To Know The Son, Know the Dad - So What Can We Learn From Trump's Dad?

The biblical citation below with attributions to Matthew and to Luke.
"No one truly knows the Son except the Father, and no one truly knows the Father except the Son and those to whom the Son chooses to reveal him."
Not quite what I had in mind, but the concept is there, even if it refers to one specific son and father.

But there are other similar beliefs scattered throughout our culture.

Attributed to Alexander Pope:
'Just as the twig is bent the tree's inclined.’
The Free Dictionary tells us about:
'Like father, like son.'
Idiomeanings offers:  [At first I thought they were trying not be sexist by offering a mother/daughter example, but since it involved shopping, I think not.]
'The apple doesn't fall far from the tree.'

There are lots of sons who have distanced themselves from their dads and worked to be exactly the opposite of them.    Psychology Today has a long article tracing the changes since the industrial revolution that have changed the relationships between the father and the son.  Fathers today have fewer connections with their sons, resulting in what the author calls "Father Hunger."
Life for most boys and for many grown men then is a frustrating search for the lost father who has not yet offered protection, provision, nurturing, modeling, or, especially, anointment. All those tough guys who want to scare the world into seeing them as men and who fill up the jails; all those men who don't know how to be a man with a woman and who fill up the divorce courts; all those corporate raiders who want more in hopes that more will make them feel better; and all those masculopathic philanderers, contenders, and controllers--all of them are suffering from Father Hunger. They go through their adolescent rituals day after day for a lifetime, waiting for a father to anoint them and treat them as good enough to be considered a man.
I think the author generalizes a lot here, and he doesn't offer any hard evidence in this essay.  But my own sense is that the love of parents - often the father - is a yearning that many men have.  They want father's approval and blessings and not getting it as they need it often plays a big role in men's lives.  They never feel truly comfortable with themselves and act out in many inappropriate ways.

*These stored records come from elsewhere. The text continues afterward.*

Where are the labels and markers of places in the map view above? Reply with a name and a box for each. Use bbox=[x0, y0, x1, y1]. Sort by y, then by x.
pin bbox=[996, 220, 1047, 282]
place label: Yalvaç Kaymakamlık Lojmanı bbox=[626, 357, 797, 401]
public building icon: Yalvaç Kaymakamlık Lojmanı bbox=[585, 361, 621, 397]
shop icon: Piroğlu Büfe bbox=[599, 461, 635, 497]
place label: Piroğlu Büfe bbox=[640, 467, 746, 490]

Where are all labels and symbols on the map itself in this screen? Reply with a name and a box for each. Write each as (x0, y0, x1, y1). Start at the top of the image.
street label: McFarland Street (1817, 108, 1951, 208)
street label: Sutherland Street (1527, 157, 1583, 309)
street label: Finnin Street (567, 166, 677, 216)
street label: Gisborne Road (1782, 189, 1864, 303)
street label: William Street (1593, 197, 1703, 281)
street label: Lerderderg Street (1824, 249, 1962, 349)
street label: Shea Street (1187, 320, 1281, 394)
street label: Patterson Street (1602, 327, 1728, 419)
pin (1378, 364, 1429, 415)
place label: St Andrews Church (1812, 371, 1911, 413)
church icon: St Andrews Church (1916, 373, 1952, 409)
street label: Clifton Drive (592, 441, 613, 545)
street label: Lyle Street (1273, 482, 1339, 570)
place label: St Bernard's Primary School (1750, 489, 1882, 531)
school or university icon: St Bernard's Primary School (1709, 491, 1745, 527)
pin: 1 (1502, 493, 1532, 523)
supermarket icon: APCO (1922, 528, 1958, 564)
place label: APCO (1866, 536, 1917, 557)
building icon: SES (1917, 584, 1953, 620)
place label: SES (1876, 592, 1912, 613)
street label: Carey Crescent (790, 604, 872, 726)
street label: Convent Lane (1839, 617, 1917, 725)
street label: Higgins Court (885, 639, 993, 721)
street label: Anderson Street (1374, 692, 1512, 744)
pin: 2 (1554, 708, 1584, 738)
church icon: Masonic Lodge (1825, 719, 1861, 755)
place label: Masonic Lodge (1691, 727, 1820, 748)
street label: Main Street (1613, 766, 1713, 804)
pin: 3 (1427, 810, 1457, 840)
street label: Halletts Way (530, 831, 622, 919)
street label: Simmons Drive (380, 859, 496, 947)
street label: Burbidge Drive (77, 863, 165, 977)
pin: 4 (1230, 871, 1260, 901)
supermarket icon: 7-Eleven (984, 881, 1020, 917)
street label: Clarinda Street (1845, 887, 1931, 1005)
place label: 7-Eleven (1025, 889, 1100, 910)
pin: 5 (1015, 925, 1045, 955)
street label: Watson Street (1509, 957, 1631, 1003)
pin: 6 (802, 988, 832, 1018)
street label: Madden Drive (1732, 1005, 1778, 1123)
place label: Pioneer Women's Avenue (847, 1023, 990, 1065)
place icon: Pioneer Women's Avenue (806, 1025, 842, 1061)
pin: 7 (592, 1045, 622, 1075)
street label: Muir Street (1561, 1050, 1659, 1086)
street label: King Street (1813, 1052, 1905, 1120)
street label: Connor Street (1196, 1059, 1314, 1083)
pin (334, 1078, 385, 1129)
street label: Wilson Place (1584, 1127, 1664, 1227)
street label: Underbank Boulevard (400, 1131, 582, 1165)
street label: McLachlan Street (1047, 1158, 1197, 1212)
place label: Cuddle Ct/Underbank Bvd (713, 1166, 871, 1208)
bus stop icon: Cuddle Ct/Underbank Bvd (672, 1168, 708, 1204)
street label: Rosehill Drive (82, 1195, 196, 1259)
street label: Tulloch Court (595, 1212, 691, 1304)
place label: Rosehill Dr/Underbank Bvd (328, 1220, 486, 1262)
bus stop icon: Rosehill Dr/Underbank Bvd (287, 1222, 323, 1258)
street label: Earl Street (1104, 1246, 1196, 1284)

What does Trump's relationship with his father tell us about this idea?

Trump's grandparents came to the US in 1885 from Germany.  Fred Trump, the father,  was born October 11, 1905 and became a real estate developer in partnership with his mother at age 22, who helped finance the company.

In 1927, sometime before his business partnership with his mother, he was arrested at a KKK and Fascist demonstration where two people were killed.  The Washington Post wrote about this after Trump claimed ignorance about David Duke and white supremacist support for Trump.  [I checked out the NY Times June 1, 1927 article* they cite, and the story, with Fred Trump's name is there.  He would have been 21 years old at the time.]

By World War II, with the US going to war against the country where his parents were born, Fred stayed in the US building barracks for soldiers among other things.  He was 35 and all men between 18 and 45 were required to sign up for the draft.  The National World War II museum site says 50 million men had registered for the draft by the end of the war and 10 million had been drafted.  I'm sure it wouldn't have been hard to make the case that his work was important for the war.

He continued to get government contracts after the war and Woody Guthry lived in one of his buildings for a time.  He wrote a song about it:
"I suppose
Old Man Trump knows
Just how much
Racial Hate
he stirred up
In the bloodpot of human hearts
When he drawed
That color line
Here at his
Eighteen hundred family project"
Wikipedia adds Justice Department findings to the accusations.
In 1973, the U.S. Justice Department's Civil Rights Division filed a civil rights suit against the Trump organization charging that it refused to rent to black people. The Urban League had sent black and white testers to apply for apartments in Trump-owned complexes; the whites got the apartments, the blacks didn't. According to court records, four superintendents or rental agents reported that applications sent to the central office for acceptance or rejection were coded by race. A 1979 Village Voice article quoted a rental agent who said Trump instructed him not to rent to black people and to encourage existing black tenants to leave. In 1975, a consent decree described by the head of DOJ’s housing division as "one of the most far-reaching ever negotiated," required Trump to advertise vacancies in minority papers and list vacancies with the Urban League. The Justice Department subsequently complained that continuing "racially discriminatory conduct by Trump agents has occurred with such frequency that it has created a substantial impediment to the full enjoyment of equal opportunity."[12]
We do have to put this in context.  At the time, housing discrimination was common everywhere.  I remember hassling my realtor uncle about not selling to blacks and his response was that he'd be in trouble with the realtors association if he did.  To his credit, he later helped get anti-discrimination practices adopted.  [My google searches can't find this quickly.  It's what he told me and he didn't make things up.  But I'm putting it on my todo list to find out more details about when Los Angeles realtors adopted anti-discrimination policies and if I can find any references to his role.]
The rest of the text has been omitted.